Exercise requirements: Every line with the string "body" must be copied from the entries below.

Source material:
------------------------------------------------------------
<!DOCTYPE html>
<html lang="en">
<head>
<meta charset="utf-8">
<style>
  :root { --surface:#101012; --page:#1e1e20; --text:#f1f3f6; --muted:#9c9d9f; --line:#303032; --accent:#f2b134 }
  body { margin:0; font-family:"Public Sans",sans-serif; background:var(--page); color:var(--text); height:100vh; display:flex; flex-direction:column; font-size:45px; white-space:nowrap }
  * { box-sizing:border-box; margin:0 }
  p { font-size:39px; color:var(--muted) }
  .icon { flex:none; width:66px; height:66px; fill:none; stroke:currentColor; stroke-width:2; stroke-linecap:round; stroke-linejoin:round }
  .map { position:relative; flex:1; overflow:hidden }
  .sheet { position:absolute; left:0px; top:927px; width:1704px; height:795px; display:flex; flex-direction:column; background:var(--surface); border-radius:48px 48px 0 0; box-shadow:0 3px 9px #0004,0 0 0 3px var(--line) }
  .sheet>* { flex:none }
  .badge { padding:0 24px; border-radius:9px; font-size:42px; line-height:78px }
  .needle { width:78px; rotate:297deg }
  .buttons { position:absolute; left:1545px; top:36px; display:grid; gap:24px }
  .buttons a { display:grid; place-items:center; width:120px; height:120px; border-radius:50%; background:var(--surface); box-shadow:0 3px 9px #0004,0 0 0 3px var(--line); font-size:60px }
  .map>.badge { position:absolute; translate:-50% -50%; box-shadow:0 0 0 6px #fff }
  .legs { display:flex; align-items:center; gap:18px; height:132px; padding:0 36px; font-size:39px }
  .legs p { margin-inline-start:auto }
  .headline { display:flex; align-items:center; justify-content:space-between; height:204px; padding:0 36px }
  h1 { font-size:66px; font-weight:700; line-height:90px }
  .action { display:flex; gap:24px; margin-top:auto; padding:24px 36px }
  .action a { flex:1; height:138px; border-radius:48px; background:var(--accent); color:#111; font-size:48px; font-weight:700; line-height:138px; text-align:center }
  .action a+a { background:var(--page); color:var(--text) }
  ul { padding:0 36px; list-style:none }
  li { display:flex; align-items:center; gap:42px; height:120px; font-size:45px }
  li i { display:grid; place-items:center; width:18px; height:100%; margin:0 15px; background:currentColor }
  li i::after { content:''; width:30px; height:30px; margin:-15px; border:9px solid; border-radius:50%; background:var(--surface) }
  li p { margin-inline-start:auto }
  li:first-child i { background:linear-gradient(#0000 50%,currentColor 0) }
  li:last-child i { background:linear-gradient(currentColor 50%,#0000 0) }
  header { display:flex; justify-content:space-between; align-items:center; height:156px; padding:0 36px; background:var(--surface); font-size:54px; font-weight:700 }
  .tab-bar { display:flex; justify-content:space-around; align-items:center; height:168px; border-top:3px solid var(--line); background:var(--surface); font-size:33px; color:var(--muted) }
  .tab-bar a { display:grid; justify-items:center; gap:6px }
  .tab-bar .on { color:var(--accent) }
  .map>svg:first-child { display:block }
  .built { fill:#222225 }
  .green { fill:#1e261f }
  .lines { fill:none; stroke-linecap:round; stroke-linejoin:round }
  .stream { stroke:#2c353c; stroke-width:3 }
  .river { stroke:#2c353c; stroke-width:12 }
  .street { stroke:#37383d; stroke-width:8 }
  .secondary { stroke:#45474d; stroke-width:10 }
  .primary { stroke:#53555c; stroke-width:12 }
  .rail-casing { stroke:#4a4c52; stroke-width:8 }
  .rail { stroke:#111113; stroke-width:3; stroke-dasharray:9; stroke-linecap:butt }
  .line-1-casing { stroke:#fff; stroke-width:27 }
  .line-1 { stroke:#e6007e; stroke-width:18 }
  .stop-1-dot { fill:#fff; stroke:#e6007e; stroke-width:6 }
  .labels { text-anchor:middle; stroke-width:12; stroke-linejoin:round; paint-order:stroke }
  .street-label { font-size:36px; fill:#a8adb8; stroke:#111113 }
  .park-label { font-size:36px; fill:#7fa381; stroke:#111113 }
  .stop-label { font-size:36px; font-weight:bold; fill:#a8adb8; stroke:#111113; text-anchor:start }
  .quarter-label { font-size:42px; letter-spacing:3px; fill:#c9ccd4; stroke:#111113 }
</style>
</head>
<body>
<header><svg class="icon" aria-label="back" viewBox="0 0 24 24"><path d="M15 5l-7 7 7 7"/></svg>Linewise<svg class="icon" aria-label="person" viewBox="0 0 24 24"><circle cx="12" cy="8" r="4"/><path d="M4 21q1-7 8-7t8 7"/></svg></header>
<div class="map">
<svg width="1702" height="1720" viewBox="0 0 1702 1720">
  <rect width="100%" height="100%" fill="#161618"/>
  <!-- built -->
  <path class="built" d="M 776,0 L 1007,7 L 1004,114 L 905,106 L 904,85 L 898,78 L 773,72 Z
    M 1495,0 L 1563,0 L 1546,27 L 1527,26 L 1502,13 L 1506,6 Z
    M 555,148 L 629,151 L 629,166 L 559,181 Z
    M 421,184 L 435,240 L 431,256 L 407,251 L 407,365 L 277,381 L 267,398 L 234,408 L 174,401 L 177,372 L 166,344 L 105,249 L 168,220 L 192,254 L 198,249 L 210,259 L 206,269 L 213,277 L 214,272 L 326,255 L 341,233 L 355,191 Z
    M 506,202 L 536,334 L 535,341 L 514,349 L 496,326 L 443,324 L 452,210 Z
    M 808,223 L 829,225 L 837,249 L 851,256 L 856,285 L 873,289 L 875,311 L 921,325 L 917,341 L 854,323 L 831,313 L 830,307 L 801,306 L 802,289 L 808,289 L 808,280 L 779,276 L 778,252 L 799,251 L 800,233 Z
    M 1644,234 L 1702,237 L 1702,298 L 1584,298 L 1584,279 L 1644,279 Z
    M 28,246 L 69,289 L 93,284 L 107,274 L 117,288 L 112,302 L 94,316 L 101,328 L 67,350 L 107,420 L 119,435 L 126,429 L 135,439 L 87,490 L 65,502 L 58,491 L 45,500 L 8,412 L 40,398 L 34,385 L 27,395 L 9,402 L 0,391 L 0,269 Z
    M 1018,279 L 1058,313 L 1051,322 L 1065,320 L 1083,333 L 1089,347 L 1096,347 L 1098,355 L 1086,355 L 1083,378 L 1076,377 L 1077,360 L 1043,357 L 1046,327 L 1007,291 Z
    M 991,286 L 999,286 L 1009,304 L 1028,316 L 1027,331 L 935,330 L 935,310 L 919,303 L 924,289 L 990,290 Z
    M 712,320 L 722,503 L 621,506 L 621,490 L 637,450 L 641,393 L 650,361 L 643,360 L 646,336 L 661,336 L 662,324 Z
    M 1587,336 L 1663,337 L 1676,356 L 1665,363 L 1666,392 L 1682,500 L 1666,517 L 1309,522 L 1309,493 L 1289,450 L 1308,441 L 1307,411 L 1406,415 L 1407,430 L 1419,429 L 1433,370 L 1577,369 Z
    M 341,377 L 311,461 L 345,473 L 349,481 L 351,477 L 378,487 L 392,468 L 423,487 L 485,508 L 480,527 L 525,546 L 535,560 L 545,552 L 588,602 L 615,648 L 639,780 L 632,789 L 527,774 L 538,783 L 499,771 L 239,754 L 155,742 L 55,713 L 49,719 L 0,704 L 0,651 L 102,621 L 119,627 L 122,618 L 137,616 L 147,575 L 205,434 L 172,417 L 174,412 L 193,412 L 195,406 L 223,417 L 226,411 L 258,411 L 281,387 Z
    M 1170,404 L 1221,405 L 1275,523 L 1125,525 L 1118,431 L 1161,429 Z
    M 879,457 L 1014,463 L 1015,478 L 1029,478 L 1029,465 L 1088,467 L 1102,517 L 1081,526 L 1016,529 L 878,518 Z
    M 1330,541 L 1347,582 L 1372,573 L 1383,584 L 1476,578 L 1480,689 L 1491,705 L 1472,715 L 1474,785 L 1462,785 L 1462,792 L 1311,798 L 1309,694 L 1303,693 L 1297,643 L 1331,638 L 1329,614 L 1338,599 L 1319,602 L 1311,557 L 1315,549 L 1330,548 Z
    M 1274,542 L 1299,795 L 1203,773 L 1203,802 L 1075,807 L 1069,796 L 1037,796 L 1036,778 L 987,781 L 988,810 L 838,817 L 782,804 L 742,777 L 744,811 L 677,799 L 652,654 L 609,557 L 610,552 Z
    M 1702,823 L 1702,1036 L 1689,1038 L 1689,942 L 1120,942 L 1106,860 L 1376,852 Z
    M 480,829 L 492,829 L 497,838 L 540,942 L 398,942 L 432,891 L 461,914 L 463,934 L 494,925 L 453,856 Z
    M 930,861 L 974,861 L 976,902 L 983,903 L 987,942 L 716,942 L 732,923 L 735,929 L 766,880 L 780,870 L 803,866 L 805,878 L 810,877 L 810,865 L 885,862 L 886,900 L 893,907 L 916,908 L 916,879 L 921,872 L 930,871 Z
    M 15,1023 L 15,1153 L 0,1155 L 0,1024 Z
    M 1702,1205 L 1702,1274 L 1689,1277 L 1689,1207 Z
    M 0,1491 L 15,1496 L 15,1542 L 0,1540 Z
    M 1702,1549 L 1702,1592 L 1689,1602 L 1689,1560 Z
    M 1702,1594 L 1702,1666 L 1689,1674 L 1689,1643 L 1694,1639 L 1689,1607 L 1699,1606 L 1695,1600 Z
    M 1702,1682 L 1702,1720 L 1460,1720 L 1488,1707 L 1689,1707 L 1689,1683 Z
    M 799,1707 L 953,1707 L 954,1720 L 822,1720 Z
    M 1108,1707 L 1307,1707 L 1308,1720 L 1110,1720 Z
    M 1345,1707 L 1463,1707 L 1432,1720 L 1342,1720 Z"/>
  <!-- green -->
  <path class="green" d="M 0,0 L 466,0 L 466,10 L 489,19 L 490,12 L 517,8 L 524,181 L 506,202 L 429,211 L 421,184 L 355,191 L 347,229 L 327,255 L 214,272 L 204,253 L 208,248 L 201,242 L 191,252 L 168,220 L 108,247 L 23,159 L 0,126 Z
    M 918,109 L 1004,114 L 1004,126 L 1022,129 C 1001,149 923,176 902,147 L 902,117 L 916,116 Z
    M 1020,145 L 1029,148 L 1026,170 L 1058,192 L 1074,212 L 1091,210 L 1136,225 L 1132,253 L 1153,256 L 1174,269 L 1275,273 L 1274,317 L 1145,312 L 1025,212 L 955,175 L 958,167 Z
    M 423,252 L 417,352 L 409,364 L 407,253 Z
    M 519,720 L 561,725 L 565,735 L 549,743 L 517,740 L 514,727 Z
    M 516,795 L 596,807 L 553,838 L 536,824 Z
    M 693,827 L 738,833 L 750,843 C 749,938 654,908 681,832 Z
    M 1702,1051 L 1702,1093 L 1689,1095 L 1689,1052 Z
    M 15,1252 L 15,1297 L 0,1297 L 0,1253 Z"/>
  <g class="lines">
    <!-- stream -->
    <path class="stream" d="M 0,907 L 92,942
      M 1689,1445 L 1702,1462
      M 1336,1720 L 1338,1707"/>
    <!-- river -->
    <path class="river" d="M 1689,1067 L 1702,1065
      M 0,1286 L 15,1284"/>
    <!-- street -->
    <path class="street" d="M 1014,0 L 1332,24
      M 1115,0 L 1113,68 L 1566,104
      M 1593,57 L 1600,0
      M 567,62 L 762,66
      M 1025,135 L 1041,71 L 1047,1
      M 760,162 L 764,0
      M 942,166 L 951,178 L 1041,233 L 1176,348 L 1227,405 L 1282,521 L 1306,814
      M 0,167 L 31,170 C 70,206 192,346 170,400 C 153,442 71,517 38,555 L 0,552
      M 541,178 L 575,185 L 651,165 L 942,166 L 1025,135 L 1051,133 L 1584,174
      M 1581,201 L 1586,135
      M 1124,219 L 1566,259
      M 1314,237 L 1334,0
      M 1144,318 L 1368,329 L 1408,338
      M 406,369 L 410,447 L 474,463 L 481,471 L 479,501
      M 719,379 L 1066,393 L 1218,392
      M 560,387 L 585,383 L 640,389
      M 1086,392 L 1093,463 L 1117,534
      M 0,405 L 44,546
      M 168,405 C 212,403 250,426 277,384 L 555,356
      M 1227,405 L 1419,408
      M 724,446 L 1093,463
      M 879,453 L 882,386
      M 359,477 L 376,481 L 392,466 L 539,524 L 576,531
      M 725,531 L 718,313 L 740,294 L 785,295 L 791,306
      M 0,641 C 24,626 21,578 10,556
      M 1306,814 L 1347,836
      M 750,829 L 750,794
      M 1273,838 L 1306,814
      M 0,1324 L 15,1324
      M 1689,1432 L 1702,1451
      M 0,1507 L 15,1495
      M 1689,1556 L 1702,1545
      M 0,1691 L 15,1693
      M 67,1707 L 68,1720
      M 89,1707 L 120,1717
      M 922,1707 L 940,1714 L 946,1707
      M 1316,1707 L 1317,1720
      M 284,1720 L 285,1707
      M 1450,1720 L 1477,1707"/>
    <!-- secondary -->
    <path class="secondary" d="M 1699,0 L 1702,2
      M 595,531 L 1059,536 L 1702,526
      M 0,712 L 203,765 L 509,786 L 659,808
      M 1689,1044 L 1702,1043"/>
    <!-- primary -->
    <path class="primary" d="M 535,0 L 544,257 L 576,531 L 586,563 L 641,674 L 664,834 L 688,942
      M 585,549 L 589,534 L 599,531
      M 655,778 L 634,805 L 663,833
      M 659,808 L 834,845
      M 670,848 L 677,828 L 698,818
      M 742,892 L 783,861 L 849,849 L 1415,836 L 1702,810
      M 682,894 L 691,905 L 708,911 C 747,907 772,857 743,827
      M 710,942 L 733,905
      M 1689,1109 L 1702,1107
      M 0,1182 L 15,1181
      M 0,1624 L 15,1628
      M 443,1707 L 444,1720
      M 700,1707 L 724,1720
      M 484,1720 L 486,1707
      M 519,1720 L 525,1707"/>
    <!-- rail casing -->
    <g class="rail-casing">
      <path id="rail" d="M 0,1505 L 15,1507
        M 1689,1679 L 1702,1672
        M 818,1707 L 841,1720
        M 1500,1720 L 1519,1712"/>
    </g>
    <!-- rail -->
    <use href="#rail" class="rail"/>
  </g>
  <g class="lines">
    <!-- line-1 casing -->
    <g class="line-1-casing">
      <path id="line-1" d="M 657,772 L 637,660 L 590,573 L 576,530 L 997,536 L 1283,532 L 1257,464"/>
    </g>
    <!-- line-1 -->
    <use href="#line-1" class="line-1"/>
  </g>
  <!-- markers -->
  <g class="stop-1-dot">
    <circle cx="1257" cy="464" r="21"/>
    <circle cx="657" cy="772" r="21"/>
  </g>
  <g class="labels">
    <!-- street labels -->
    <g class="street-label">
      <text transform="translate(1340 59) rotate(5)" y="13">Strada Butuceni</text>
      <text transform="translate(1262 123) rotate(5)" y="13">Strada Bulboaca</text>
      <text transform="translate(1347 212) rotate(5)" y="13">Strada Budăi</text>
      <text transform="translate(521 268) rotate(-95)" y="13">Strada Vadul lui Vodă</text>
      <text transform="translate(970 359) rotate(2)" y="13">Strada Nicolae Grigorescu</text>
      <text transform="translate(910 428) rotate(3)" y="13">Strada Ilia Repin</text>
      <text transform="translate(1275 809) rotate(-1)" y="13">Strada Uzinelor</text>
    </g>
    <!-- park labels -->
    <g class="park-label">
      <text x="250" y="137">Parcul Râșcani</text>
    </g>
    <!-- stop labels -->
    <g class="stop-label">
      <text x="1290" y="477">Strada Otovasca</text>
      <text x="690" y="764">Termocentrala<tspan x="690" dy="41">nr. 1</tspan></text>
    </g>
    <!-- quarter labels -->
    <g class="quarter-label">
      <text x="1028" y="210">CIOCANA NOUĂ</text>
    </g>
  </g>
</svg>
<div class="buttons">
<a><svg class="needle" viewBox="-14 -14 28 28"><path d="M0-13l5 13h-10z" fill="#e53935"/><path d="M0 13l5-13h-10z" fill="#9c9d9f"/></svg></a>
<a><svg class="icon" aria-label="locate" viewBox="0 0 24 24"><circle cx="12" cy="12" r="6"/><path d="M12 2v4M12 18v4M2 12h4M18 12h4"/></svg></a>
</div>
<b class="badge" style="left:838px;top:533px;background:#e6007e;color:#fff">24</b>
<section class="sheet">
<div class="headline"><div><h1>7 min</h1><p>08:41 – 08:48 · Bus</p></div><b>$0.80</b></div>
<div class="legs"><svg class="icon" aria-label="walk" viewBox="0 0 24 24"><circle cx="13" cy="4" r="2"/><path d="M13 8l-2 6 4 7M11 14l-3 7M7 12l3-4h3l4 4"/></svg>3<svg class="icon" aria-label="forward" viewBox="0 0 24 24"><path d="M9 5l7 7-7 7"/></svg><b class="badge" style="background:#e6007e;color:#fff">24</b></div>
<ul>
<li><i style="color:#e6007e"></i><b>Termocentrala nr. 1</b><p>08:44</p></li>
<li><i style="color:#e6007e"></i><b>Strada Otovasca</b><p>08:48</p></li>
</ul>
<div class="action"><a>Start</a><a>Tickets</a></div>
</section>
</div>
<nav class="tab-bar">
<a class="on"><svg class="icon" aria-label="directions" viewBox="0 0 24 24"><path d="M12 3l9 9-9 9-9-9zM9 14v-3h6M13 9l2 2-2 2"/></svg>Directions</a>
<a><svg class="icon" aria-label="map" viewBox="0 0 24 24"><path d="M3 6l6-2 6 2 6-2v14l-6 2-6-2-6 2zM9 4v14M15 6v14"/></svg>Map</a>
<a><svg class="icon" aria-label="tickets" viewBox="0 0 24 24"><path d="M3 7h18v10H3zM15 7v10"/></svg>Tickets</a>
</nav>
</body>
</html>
------------------------------------------------------------
Exercise result:
  body { margin:0; font-family:"Public Sans",sans-serif; background:var(--page); color:var(--text); height:100vh; display:flex; flex-direction:column; font-size:45px; white-space:nowrap }
<body>
</body>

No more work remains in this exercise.